Я недорого ценю физическую смелость; жизнь научила меня, что такое истинное мужество: это способность противостоять осуждению среды. Я знаю, что, когда я фотографировал с воздуха Майнц или Эссен
[127]
, от меня требовалось иное мужество, чем то, которое заставило меня вынести два года оскорблений и клеветы
[128]
, но не свернуть с пути, подсказанного совестью. (…)
Письмо жене, Консуэло
[середина апреля 1943 г.]
Консуэло, пойми, мне сорок два. Я пережил кучу аварий. Теперь я не в состоянии даже прыгать с парашютом. Два дня из трех у меня болит печень, через день – морская болезнь. После гватемальского перелома у меня днем и ночью шумит в ухе.

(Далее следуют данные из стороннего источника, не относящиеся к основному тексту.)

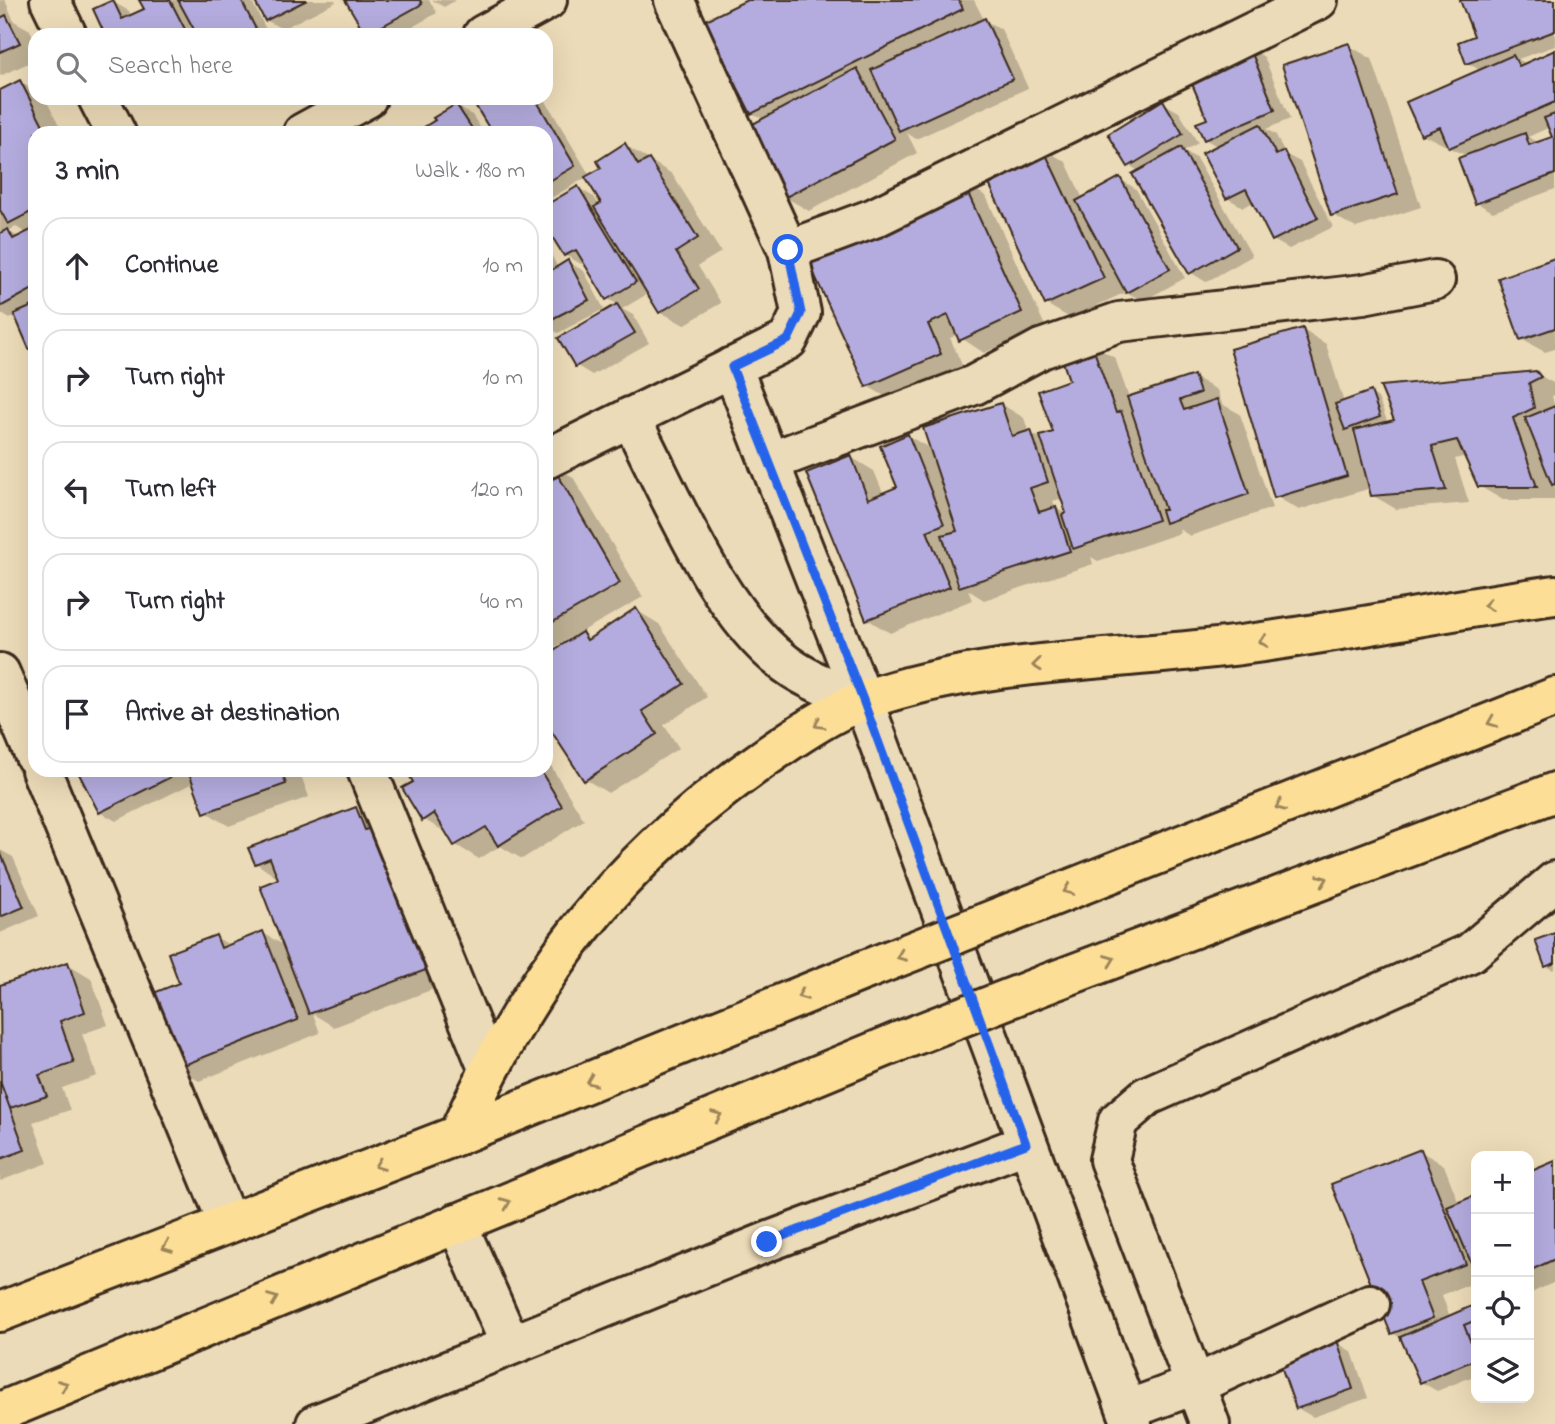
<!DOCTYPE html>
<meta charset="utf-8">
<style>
:root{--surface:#fff;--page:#f7f7f7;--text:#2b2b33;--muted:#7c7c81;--line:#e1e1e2}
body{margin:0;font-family:"Indie Flower",sans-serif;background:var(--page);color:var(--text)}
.controls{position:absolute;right:21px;bottom:21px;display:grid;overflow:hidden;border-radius:14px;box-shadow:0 7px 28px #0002}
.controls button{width:63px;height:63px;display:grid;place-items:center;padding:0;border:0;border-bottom:2px solid var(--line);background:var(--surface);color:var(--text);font:35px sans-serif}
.stop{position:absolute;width:21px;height:21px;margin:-16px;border:5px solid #2563eb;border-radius:50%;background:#fff}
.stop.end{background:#2563eb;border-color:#fff;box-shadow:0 2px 7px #0008}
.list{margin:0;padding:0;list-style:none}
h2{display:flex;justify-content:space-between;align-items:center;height:91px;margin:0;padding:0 28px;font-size:30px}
h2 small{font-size:23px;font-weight:400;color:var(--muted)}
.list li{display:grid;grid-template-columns:46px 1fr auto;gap:21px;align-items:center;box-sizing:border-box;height:98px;margin:0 14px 14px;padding:0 14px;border:2px solid var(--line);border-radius:21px}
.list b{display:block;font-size:26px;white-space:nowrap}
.list em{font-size:23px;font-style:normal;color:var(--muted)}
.icon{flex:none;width:38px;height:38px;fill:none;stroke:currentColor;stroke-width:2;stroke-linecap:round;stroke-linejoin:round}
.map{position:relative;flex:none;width:1555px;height:1424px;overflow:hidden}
.search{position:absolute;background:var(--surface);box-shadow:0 7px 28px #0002;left:28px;top:28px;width:525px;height:77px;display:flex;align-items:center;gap:18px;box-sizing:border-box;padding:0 24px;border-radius:21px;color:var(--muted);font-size:26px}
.panel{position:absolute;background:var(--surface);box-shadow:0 7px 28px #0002;left:28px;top:126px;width:525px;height:651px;border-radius:21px}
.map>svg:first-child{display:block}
.shadow{fill:#0003;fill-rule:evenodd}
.building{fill:#b4acde;stroke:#3b2a1e;stroke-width:2}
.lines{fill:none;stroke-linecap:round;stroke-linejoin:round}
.minor-casing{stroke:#3b2a1e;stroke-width:44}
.highway-casing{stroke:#3b2a1e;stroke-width:44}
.minor{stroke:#ecdbb8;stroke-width:38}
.highway{stroke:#fcde96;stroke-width:38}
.highway-bridge-casing{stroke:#3b2a1e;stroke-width:44;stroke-linecap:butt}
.highway-bridge{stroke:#fcde96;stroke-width:38}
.oneway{stroke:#9c845a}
.route{stroke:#2563eb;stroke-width:9}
</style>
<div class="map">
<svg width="1555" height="1424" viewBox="0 0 1555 1424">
<rect width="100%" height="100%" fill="#ecdbb8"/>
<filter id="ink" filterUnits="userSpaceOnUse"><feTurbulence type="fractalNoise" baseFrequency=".0143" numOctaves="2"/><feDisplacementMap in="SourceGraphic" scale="14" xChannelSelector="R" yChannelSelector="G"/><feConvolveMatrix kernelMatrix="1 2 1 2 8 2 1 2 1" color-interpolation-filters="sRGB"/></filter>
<g filter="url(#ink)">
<g class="shadow">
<polygon points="0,0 5,0 14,21 30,30 35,41 35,60 0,76"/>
<polygon points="141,0 251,0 269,35 106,35 113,2 129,11 132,17 146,10"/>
<polygon points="256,0 335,0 336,2 282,29 266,20"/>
<polygon points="340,0 429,0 437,13 398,35 368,35 348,1"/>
<polygon points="432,0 456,0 444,7"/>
<polygon points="751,0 974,0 984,20 1001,29 1028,88 916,139 907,133 917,153 809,211 785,197 765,120 752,113"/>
<path d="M1462 0H1555V46L1518 59 1527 64 1555 52V189L1493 212 1477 203 1467 156 1422 134 1481 71 1468 63 1476 37ZM1550 127 1554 138 1540 143 1528 137Z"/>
<polygon points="1348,45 1372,59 1421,207 1356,228 1333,215"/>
<polygon points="1249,47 1264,57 1290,119 1266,129 1276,135 1285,154 1300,162 1333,227 1289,249 1273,240 1254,202 1243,207 1227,198 1218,147 1205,139 1209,119"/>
<path d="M20 82 35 91V98H45L63 133H35V350L31 348 16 315 10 319 0 313V92ZM16 227 28 234 20 238 8 231Z"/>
<polygon points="486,98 544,98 590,176 604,168 625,145 672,174 721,252 698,266 721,303 684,325 661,312 649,293 622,309 633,315 649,343 592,375 577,366 561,338 619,305 608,299 585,262 581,264 565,255 546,224 546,207 578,188 594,197 600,206 603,203 587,177 546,201 546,133 494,133"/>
<polygon points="1163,103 1179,112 1198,143 1184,151 1196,158 1252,256 1206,282 1190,272 1140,172 1129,165"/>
<polygon points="456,106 472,115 484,133 417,133"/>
<polygon points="1042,148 1066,162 1083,199 1120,179 1136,189 1185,278 1143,301 1126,292 1070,318 1046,304"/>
<polygon points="962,182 986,196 1045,326 984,353 957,335 950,338 963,367 890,399 867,386"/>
<polygon points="546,245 558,268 568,262 584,271 604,309 558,333 546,326"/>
<polygon points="1555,260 1555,349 1545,352 1521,339"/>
<path d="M1303 330 1326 344 1344 403 1371 393 1378 398 1388 423 1535 373 1555 384V395L1552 396 1555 408V500H1503L1479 486 1466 456 1455 459 1469 503 1396 509 1372 495 1371 488 1299 510 1275 496ZM1357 432 1361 450 1358 451 1353 433Z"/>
<path d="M1091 344 1115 358 1129 398 1194 377 1217 390 1222 404 1240 414 1272 508 1190 536 1179 529 1180 533 1098 561 1091 557 1093 564 984 600 968 590 972 600 890 633 867 619 851 457 874 471 884 495 900 488 908 436 933 450 1001 404 1024 418 1029 433 1041 438 1055 433 1071 381ZM1063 498 1069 516 1056 508 1053 501Z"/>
<polygon points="550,463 573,477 643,597 579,633 591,640 636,610 659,624 707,697 664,725 679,748 608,793 585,779 546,719 546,658 572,641 570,638 546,652 546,466"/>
<polygon points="546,758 584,820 522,859 500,846 479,859 456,845 447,833 423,819 415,782 408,770 546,770"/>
<polygon points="79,770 299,770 309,797 229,826 206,812 195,782 116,821 100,812"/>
<polygon points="356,809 379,823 457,980 334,1027 313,1014 320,1033 199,1081 176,1067 182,984 216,937 231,946 263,933 285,946 280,880 256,863"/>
<polygon points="0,850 13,857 39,916 0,933"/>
<polygon points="1555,935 1555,969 1554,970 1546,966"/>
<polygon points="68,964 91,978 108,1025 82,1034 97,1076 62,1088 70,1110 33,1122 48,1163 0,1181 0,987"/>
<polygon points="1420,1151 1444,1165 1459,1204 1476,1197 1476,1282 1442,1295 1450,1317 1476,1306 1476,1375 1437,1391 1421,1382 1403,1339 1392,1333"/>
<polygon points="1555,1163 1555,1282 1529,1294 1529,1174"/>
<polygon points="1336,1342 1352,1352 1368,1398 1313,1417 1297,1408"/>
</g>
<g class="building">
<polygon points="113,0 122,19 144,9 139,0 170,0 188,35 105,35 93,9"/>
<polygon points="178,0 241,0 259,35 197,35"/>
<polygon points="254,0 307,0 265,21"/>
<polygon points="345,0 420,0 422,4 366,35"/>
<polygon points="747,0 959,0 963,9 751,114 704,21"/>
<polygon points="1460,0 1555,0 1555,31 1466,64 1458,42 1474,36"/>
<polygon points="6,15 20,43 0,52 0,18"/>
<polygon points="985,18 1013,79 899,131 871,70"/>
<polygon points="1349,43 1398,194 1331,216 1282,65"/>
<polygon points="1249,46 1275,110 1204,140 1196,123 1207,119 1187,72"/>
<polygon points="1555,50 1555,102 1449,148 1440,127 1421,135 1406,102 1513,55 1519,66"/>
<polygon points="857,68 895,139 784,198 751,125"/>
<polygon points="20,80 47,133 35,133 35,210 8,224 0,210 0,90"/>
<polygon points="482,98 535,98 575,166 546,183 546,133 492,133 474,103"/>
<polygon points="1163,100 1183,134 1128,167 1108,134"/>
<polygon points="456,104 475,133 415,133 435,120 433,118"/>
<polygon points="1555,114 1555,174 1475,204 1458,158 1525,133 1529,145 1552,137 1544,118"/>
<polygon points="1260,124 1276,155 1284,151 1318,218 1272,241 1246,189 1226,199 1202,153"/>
<polygon points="625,143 638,165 649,159 698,238 676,252 699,289 659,313 594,207 601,203 585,177 601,168 597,161"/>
<polygon points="1042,146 1104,278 1045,305 984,173"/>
<polygon points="1181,147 1237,247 1189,274 1132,174"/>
<polygon points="1120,177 1170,269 1126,293 1076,201"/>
<polygon points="962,180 1022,312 959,341 948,315 928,324 941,354 866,387 804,252"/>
<polygon points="578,186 636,282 606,300 576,250 564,256 546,227 546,205"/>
<polygon points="35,228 35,288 0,307 0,233 8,229 13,239"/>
<polygon points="1555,258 1555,328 1520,340 1498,278"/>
<polygon points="568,260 589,300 546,322 546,263 550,271"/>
<polygon points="617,304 635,333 575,367 558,338"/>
<polygon points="35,305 35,347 29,349 14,314"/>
<polygon points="1303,328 1347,476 1274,498 1230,349"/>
<polygon points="1091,342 1116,413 1121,411 1158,520 1073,549 1062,515 1066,513 1040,436 1053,432 1038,391 1069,380 1060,353"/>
<polygon points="1536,371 1541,377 1529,383 1534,408 1513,418 1537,487 1478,487 1457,440 1432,446 1446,490 1371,496 1354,430 1394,420 1380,386"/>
<polygon points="1194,375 1200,393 1180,400 1184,410 1217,399 1249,494 1165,523 1161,510 1165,510 1127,397"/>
<polygon points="1371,391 1380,417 1345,430 1335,404"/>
<polygon points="1001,403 1012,436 1031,430 1048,482 1030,488 1039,512 1056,507 1070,551 959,587 942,535 957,531 923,428"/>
<polygon points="1555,406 1555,484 1552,485 1525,418"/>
<polygon points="908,434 944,524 927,531 950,587 866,620 806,473 851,455 868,499 897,487 880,446"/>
<polygon points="550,461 620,583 546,626 546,464"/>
<polygon points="636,608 684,684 642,711 657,734 584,781 546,723 546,655 582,632 587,640"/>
<polygon points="77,770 183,770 183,771 99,813"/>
<polygon points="188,770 281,770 286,784 204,813"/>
<polygon points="406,770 540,770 562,806 498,846 486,827 454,846 434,813 422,821 402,788 413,782"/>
<polygon points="356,807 365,830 379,825 434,967 309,1014 260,886 278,879 270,858 255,864 248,848"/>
<polygon points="0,852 24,907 0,917"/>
<polygon points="263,931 298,1020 174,1069 146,996 179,983 168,953 216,935 221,948"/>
<polygon points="1555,933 1555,963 1545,967 1535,940"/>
<polygon points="68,962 85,1012 60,1021 74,1063 39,1075 47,1096 1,1111 0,985"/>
<polygon points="0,1081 25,1150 0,1159"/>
<polygon points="1421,1149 1466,1264 1419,1282 1433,1318 1391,1334 1331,1184"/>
<polygon points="1555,1161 1555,1259 1529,1271 1529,1172"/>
<polygon points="1476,1195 1476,1274 1447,1207"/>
<polygon points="1476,1304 1476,1359 1420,1383 1400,1337"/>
<polygon points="1476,1320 1476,1349 1474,1350 1464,1325"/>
<polygon points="1337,1340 1353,1389 1296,1409 1279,1360"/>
</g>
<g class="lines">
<g class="minor-casing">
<g id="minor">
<polyline points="50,0 67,35"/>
<polyline points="674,0 788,250"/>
<polyline points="483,35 547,0"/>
<polyline points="98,98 116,133"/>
<polyline points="303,133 367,98"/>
<polyline points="732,367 863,700 1132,1424"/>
<path d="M630 417C670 493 717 613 786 664 809 681 836 691 863 700"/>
<polyline points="546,459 788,340 801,313 788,250 874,218 1318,0"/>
<polyline points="769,462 974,385 1041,349 1119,322 1363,294 1435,280"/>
<polyline points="0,673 35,756"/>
<polyline points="41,770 228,1223"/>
<polyline points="367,770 488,1068"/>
<polyline points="457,1223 510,1344"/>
<polyline points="1127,1410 1197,1384 1370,1304"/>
<polyline points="316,1424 767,1242 1026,1144"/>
<polyline points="1210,1424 1109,1160 1118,1121 1147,1096 1470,953 1555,881"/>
</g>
</g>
<g class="highway-casing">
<g id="highway">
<polyline points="1010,913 1555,697"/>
<polyline points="1046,984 1555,792"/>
<path d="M458 1135C529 977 617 862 759 762 790 740 832 711 867 699 981 660 1105 661 1224 647 1335 634 1444 610 1555 595"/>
<polyline points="0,1312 458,1135 865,970"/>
<polyline points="0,1412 900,1041"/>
</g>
</g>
<use href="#minor" class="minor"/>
<use href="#highway" class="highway"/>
<g class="highway-bridge-casing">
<g id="highway-bridge">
<polyline points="865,970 1010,913"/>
<polyline points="900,1041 1046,984"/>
</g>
</g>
<use href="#highway-bridge" class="highway-bridge"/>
</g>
<defs><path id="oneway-chevron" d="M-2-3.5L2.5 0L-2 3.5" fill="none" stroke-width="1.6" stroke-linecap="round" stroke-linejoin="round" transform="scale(1.75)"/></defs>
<g class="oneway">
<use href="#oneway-chevron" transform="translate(1488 605) rotate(171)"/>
<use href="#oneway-chevron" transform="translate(1263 641) rotate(172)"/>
<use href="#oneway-chevron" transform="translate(1037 665) rotate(174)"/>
<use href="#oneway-chevron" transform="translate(1492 722) rotate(158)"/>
<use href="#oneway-chevron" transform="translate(819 724) rotate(151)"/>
<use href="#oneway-chevron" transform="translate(1280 806) rotate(158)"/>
<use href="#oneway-chevron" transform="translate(1323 880) rotate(-21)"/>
<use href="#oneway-chevron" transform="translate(1068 890) rotate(158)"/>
<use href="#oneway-chevron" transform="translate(901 956) rotate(158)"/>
<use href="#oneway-chevron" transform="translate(1110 960) rotate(-21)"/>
<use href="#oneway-chevron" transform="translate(802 995) rotate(158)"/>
<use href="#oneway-chevron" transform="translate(591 1081) rotate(158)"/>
<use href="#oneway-chevron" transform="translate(717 1116) rotate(-22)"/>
<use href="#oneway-chevron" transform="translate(379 1165) rotate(159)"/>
<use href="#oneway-chevron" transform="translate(506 1203) rotate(-22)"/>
<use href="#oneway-chevron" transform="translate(167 1247) rotate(159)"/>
<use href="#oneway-chevron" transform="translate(273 1299) rotate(-22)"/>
<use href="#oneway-chevron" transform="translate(63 1385) rotate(-22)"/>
</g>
</g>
<g class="lines" filter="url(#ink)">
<polyline class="route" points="767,1242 1026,1144 863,700 732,367 788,340 801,313 788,250"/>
</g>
</svg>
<div class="controls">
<button>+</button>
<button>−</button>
<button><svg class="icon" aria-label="locate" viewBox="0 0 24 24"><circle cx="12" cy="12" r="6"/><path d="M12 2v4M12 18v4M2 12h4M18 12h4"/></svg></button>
<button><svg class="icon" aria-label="layers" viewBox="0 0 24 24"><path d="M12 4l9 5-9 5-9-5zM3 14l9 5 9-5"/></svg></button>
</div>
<div class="stop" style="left:788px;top:250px"></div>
<div class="stop end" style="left:767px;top:1242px"></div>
<div class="search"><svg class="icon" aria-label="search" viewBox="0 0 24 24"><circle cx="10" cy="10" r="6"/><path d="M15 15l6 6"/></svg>Search here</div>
<section class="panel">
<h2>3 min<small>Walk · 180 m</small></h2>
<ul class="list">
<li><svg class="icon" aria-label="ahead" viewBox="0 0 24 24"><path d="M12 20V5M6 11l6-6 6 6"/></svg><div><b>Continue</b></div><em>10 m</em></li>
<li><svg class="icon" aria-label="right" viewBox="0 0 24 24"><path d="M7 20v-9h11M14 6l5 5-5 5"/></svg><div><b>Turn right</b></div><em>10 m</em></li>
<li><svg class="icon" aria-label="left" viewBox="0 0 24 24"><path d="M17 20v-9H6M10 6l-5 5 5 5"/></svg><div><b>Turn left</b></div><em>120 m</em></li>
<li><svg class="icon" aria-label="right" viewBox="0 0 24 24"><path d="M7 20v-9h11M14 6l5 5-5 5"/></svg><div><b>Turn right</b></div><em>40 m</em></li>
<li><svg class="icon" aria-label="arrive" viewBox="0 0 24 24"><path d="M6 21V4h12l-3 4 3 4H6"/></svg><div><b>Arrive at destination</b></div></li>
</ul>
</section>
</div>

Чудовищные затруднения с деньгами. Бессонные ночи, истраченные на работу, и беспощадная тревога, из-за которой мне легче, кажется, гору сдвинуть, чем справиться с этой работой. Я так устал, так устал!
И все-таки я еду
[129]
, хотя у меня столько причин остаться, хотя у меня наберется добрый десяток статей для увольнения с военной службы, тем более, что я уже побывал на войне, да еще в каких переделках. Я еду. (…) Это мой долг. Еду на войну. Для меня невыносимо оставаться в стороне, когда другие голодают; я знаю только один способ быть в ладу с собственной совестью: этот способ – не уклоняться от страдания. Искать страданий самому, и чем больше, тем лучше. В этом мне отказа не будет: я ведь физически страдаю от двухкилограммовой ноши, и когда встаю с кровати, и когда поднимаю с пола платок. (…) Я иду на войну не для того, чтобы погибнуть. Я иду за страданием, чтобы через страдание обрести связь с ближними. (…) Я не хочу быть убитым, но с готовностью приму именно такой конец.
Антуан
Письмо Ж. Пелисье
[130]
[Уджда
[131]
, 8 июня 1943 г.]
Дорогой доктор,
Пишу вам это письмо потому, что понятия не имею, когда вернусь. Как радостно было бы получить от вас длинное послание и узнать из него, что нового в мире! Я здесь в абсолютной пустыне. Лагерь. Комната на троих (для меня это стадное житье – тягчайшее из лишений). В столовую гуськом, у каждого в руках котелок, получаешь порцию и ешь стоя. Я как-то выключен из жизни, словно в подземельях вокзала Сен-Лазар. Как вы знаете, я ничего иного и не желаю. Я упрямо делаю то, что считаю своим долгом, что бы ни думала об этом X.